Reputation: 29
I have two different dataframes, one containing the Net Revenue by SKU and Supplier and another one containing the stock of SKUs in each store. I need to get an average by Supplier of the stores that contains the SKUs that compouse up to 90% the net revenue of the supplier. It's a bit complicated but I will exemplify, and I hope it can make it clear. Please, note that if 3 SKUs compose 89% of the revenue, we need to consider another one.
Example:
Dataframe 1 - Net Revenue
Supplier | SKU | Net Revenue |
---|---|---|
UNILEVER | 1111 | 10000 |
UNILEVER | 2222 | 50000 |
UNILEVER | 3333 | 500 |
PEPSICO | 1313 | 680 |
PEPSICO | 2424 | 10000 |
PEPSICO | 2323 | 450 |
Dataframe 2 - Stock
Store | SKU | Stock |
---|---|---|
1 | 1111 | 1 |
1 | 2222 | 2 |
1 | 3333 | 1 |
2 | 1111 | 1 |
2 | 2222 | 0 |
2 | 3333 | 1 |
In this case, for UNILEVER, we need to discard SKU 3333 because its net revenue is not relevant (as 1111 and 2222 already compouse more than 90% of the total net revenue of UNILEVER). Coverage in this case will be 1.5 (we have 1111 in 2 stores and 2222 in one store: (1+2)/2).

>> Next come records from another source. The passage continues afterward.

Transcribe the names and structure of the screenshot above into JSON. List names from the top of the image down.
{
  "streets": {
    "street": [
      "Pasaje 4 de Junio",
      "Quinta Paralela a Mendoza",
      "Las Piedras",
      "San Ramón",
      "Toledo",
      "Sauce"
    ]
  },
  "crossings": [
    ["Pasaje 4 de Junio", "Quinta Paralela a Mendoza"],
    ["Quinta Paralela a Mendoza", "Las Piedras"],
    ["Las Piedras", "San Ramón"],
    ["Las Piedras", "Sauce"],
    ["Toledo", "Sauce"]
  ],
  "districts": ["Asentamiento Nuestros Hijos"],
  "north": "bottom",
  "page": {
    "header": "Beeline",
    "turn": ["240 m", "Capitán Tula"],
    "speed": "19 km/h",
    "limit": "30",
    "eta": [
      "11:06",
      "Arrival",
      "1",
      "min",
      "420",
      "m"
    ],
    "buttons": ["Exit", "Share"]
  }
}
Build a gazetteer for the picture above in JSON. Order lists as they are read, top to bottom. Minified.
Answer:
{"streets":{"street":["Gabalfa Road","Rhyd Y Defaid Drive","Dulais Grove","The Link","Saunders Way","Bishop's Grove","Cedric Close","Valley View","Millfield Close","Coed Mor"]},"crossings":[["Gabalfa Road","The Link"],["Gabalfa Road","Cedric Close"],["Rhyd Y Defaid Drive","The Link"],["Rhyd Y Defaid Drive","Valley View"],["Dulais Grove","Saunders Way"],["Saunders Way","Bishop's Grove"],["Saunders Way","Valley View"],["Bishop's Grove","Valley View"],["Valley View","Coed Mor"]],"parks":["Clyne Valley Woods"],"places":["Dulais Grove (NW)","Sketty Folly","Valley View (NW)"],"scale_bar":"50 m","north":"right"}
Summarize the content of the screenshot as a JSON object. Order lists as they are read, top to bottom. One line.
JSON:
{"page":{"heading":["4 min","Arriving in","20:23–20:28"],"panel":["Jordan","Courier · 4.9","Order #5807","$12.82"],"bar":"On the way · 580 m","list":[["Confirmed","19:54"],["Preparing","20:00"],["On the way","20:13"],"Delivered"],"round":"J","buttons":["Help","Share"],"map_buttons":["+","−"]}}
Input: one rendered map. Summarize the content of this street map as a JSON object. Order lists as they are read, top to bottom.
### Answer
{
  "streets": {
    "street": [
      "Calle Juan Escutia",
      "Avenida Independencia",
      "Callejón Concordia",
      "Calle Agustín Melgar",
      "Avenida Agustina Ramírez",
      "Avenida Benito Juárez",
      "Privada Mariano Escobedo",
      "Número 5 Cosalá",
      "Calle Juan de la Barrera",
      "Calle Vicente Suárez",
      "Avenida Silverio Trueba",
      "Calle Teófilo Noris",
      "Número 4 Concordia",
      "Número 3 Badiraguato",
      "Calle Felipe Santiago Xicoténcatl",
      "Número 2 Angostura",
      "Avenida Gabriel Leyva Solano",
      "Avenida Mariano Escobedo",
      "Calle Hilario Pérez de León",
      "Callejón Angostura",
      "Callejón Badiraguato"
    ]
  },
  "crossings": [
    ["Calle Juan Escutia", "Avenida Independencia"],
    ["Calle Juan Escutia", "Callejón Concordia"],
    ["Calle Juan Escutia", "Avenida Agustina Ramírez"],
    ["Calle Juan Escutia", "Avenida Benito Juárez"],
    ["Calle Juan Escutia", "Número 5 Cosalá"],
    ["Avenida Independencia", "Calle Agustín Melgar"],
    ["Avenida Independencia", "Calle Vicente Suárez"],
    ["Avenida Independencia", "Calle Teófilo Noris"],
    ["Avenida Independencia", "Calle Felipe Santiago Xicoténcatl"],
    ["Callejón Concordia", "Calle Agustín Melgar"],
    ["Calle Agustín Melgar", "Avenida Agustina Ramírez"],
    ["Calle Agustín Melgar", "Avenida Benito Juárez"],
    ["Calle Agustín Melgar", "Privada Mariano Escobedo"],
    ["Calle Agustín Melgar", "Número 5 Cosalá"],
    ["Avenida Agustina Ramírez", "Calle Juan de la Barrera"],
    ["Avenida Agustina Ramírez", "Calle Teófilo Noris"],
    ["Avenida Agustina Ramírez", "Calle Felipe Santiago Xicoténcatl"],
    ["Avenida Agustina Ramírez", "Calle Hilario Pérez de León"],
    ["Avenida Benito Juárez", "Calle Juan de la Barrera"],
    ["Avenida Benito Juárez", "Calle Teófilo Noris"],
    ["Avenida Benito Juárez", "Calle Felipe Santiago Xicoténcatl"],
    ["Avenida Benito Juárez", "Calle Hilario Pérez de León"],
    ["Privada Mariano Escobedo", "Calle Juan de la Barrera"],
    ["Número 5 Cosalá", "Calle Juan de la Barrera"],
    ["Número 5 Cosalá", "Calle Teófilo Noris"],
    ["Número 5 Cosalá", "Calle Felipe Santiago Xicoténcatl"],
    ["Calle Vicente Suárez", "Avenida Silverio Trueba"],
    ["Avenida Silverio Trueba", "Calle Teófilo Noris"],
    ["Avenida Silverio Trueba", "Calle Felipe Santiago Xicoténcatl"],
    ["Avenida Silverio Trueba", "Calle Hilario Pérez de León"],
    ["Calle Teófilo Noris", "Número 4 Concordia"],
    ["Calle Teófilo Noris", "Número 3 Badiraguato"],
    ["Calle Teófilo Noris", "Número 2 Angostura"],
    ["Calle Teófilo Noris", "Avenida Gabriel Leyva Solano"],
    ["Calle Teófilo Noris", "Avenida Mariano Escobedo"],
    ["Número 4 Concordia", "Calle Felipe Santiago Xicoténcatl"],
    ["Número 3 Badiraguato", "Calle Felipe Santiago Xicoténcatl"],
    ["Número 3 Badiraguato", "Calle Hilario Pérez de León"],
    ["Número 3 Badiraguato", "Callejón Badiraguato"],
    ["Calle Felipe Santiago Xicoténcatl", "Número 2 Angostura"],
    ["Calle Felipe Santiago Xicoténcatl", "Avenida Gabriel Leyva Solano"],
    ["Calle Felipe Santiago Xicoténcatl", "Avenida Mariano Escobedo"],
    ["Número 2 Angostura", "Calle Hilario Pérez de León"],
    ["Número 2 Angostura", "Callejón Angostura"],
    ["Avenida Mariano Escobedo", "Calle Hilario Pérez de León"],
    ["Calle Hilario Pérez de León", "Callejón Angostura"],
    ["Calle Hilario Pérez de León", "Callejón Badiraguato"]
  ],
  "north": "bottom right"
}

Result is something like this:
Supplier | Coverage |
---|---|
UNILEVER | 1.5 |
PEPSICO | ... |
Please, note that the real dataset has a different number of SKUs by supplier and a huge number of suppliers (around 150), so performance doesn't need to be PRIORITY but it has to be considered.
Thanks in advance, guys.
Upvotes: 1
Views: 186
Reputation: 136
Calculate the cumulative sum grouping by Suppler and divide by the Supplier Total Revenue.
Then find each Supplier Revenue Threshold by getting the minimum Cumulative Revenue Percentage under 90%.
Then you can get the list of SKUs by Supplier and calculate the coverage.
import pandas as pd
df = pd.DataFrame([
['UNILEVER', '1111', 10000],
['UNILEVER', '2222', 50000],
['UNILEVER', '3333', 500],
['PEPSICO', '1313', 680],
['PEPSICO', '2424', 10000],
['PEPSICO', '2323', 450],
], columns=['Supplier', 'SKU', 'Net Revenue'])
total_revenue_by_supplier = df.groupby(df['Supplier']).sum().reset_index()
total_revenue_by_supplier.columns = ['Supplier', 'Total Revenue']
df = df.sort_values(['Supplier', 'Net Revenue'], ascending=[True, False])
df['cumsum'] = df.groupby(df['Supplier'])['Net Revenue'].transform(pd.Series.cumsum)
df = df.merge(total_revenue_by_supplier, on='Supplier')
df['cumpercentage'] = df['cumsum'] / df['Total Revenue']
min_before_threshold = df[df['cumpercentage'] >= 0.9][['Supplier', 'cumpercentage']].groupby('Supplier').min().reset_index()
min_before_threshold.columns = ['Supplier', 'Revenue Threshold']
df = df.merge(min_before_threshold, on='Supplier')
df = df[df['cumpercentage'] <= df['Revenue Threshold']][['Supplier', 'SKU', 'Net Revenue']]
df
Upvotes: 1